Within the loop, x and y are always set to 12 together while holding the monitor.
After the loop, each thread prints x and y without additional synchronization.

Concept / Approach:
Because all writes to x and y happen under the same monitor and always set the same constants (12 and 12), the values cannot diverge. Although the final println occurs outside synchronized, the JMM still guarantees that some assignment has occurred before printing since each thread itself performs the assignments, then prints.
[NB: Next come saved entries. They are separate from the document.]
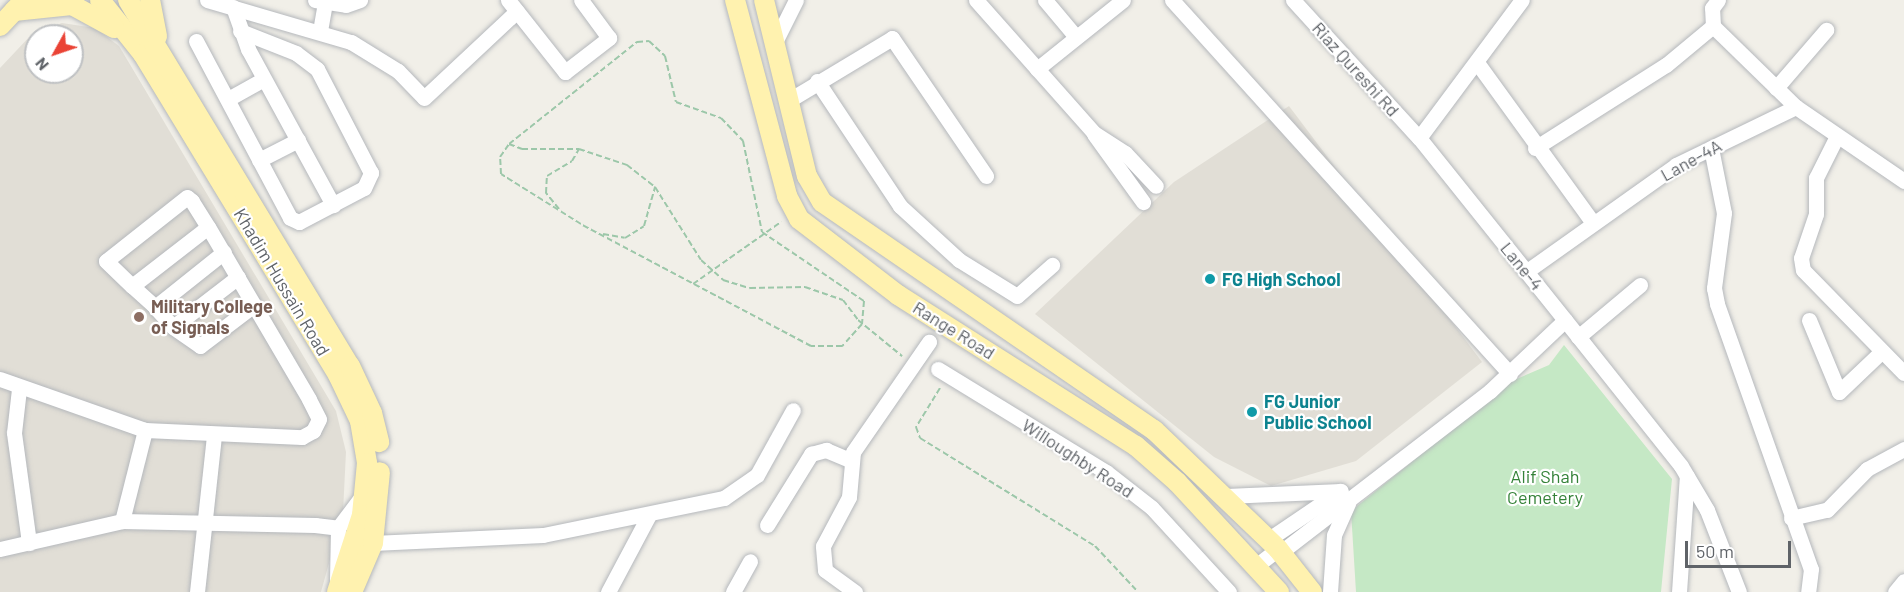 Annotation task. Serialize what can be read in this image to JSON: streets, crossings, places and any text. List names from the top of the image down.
{
  "streets": {
    "main road": ["Khadim Hussain Road", "Range Road"],
    "street": [
      "Riaz Qureshi Rd",
      "Lane-4A",
      "Lane-4",
      "Willoughby Road"
    ]
  },
  "crossings": [
    ["Riaz Qureshi Rd", "Lane-4"],
    ["Lane-4A", "Lane-4"]
  ],
  "parks": ["Alif Shah Cemetery"],
  "places": ["FG High School", "Military College of Signals", "FG Junior Public School"],
  "scale_bar": "50 m",
  "north": "bottom left"
} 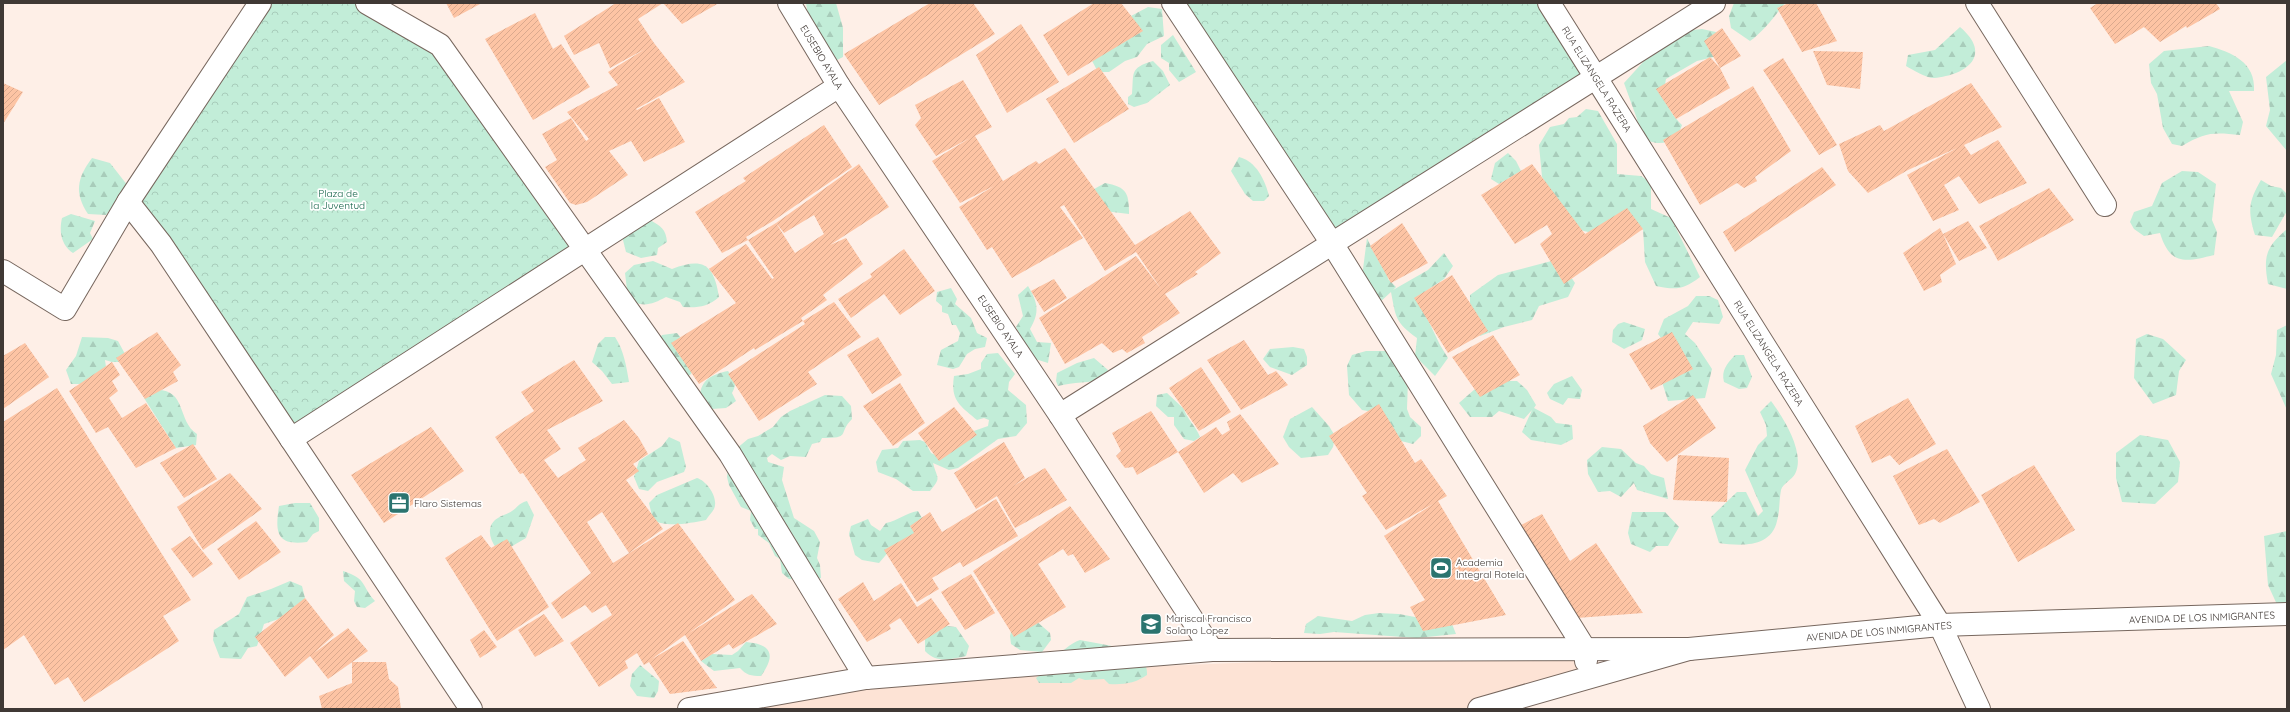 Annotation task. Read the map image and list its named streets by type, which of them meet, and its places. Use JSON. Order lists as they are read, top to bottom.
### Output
{
  "streets": {
    "street": ["EUSEBIO AYALA", "RUA ELIZANGELA RAZERA", "AVENIDA DE LOS INMIGRANTES"]
  },
  "crossings": [
    ["RUA ELIZANGELA RAZERA", "AVENIDA DE LOS INMIGRANTES"]
  ],
  "parks": ["Plaza de la Juventud"],
  "places": {
    "office": ["Flaro Sistemas"],
    "sports": ["Academia Integral Rotela"],
    "school or university": ["Mariscal Francisco Solano Lopez"]
  }
} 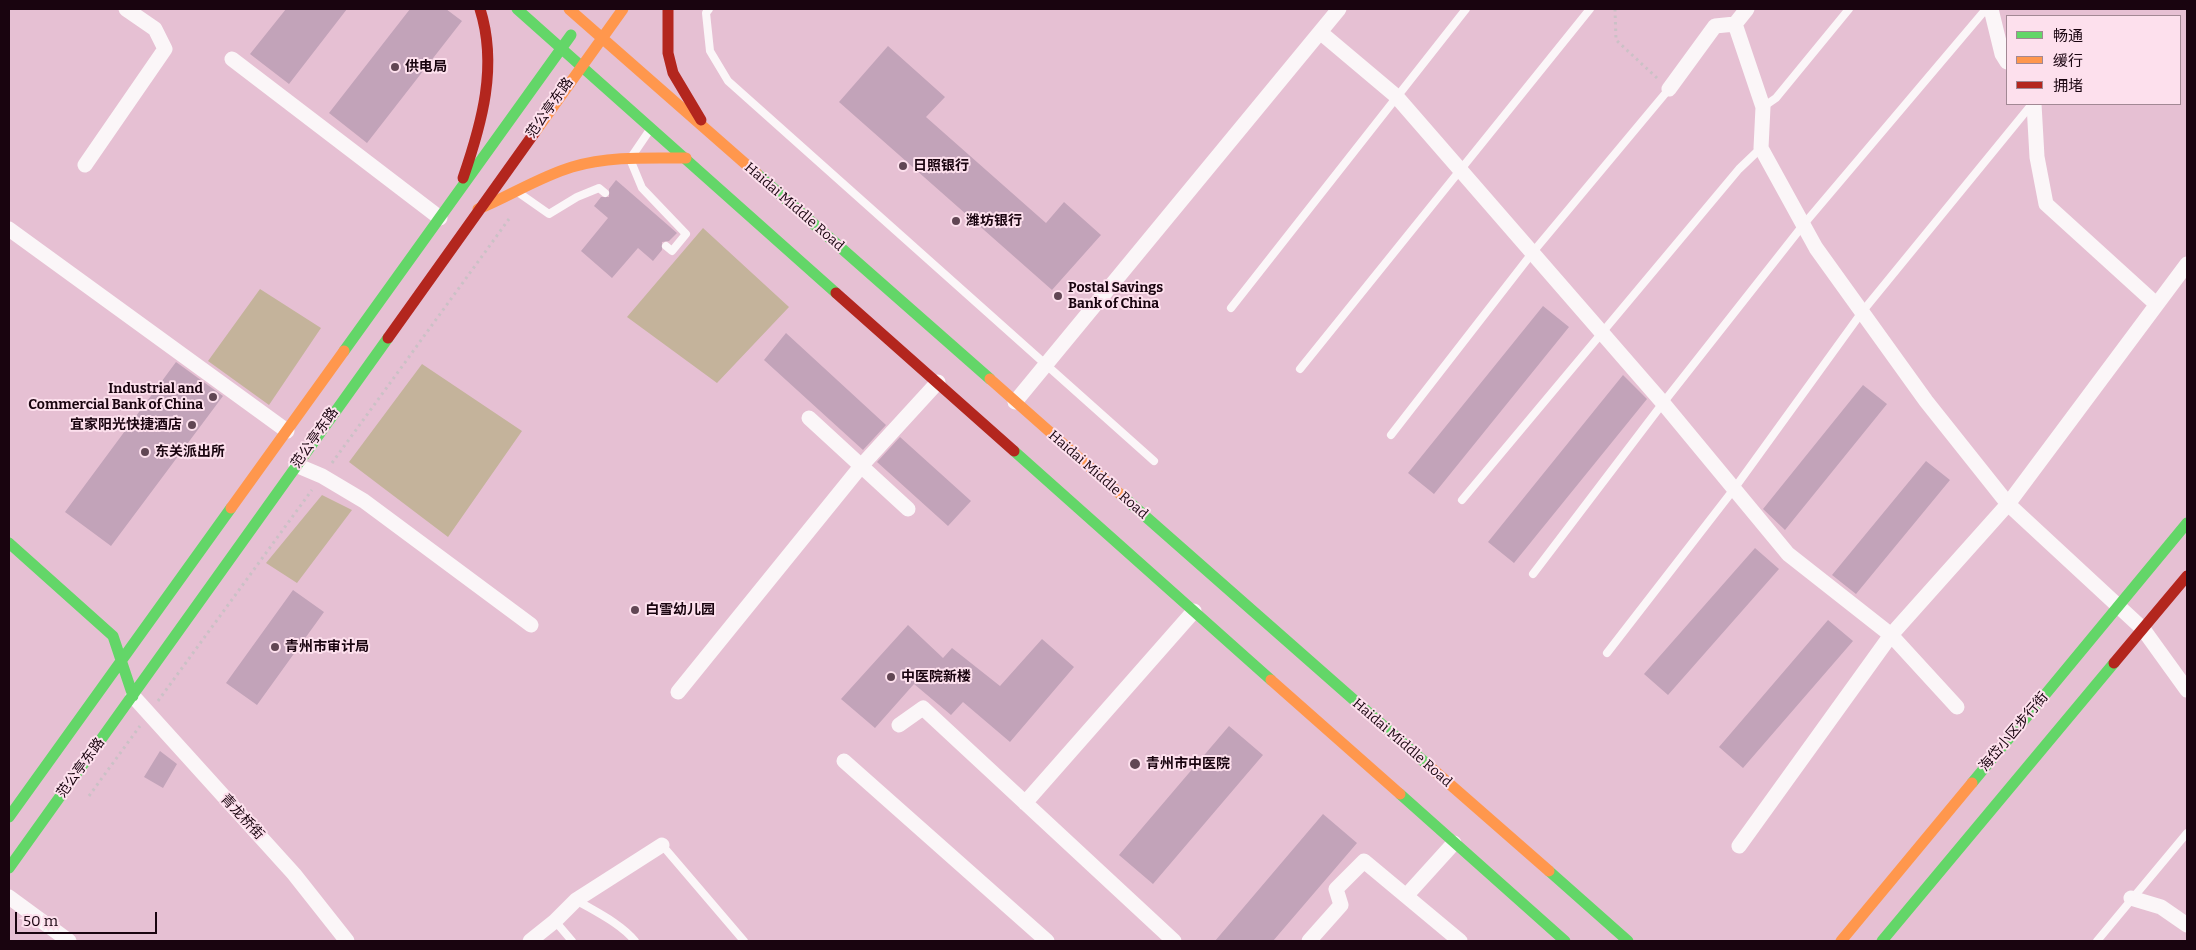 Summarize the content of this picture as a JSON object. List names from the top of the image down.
{
  "streets": {
    "main road": ["范公亭东路", "Haidai Middle Road", "海岱小区步行街"],
    "street": ["青龙桥街"]
  },
  "crossings": [
    ["范公亭东路", "Haidai Middle Road"],
    ["范公亭东路", "青龙桥街"]
  ],
  "places": [
    "供电局",
    "日照银行",
    "潍坊银行",
    "Postal Savings Bank of China",
    "Industrial and Commercial Bank of China",
    "宜家阳光快捷酒店",
    "东关派出所",
    "白雪幼儿园",
    "青州市审计局",
    "中医院新楼",
    "青州市中医院"
  ],
  "legend": ["畅通", "缓行", "拥堵"],
  "scale_bar": "50 m"
}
There is no deadlock: both synchronized blocks are short and use a single, consistent monitor (this).

Step-by-Step Solution:

Each thread runs the loop 1000 times, repeatedly setting x=12 and y=12 under lock.After its loop finishes, a thread prints x + " " + y + " ". For that thread, the last writes it performed were 12 and 12.Thus the first print is "12 12 ". The second thread does the same, so the combined output is "12 12 12 12" (ordering of the two pairs may vary, but the values are the same).

Verification / Alternative check:
Even without synchronization, constant assignments would still lead to 12 12, but synchronization ensures no torn writes or reordering issues for visibility across threads.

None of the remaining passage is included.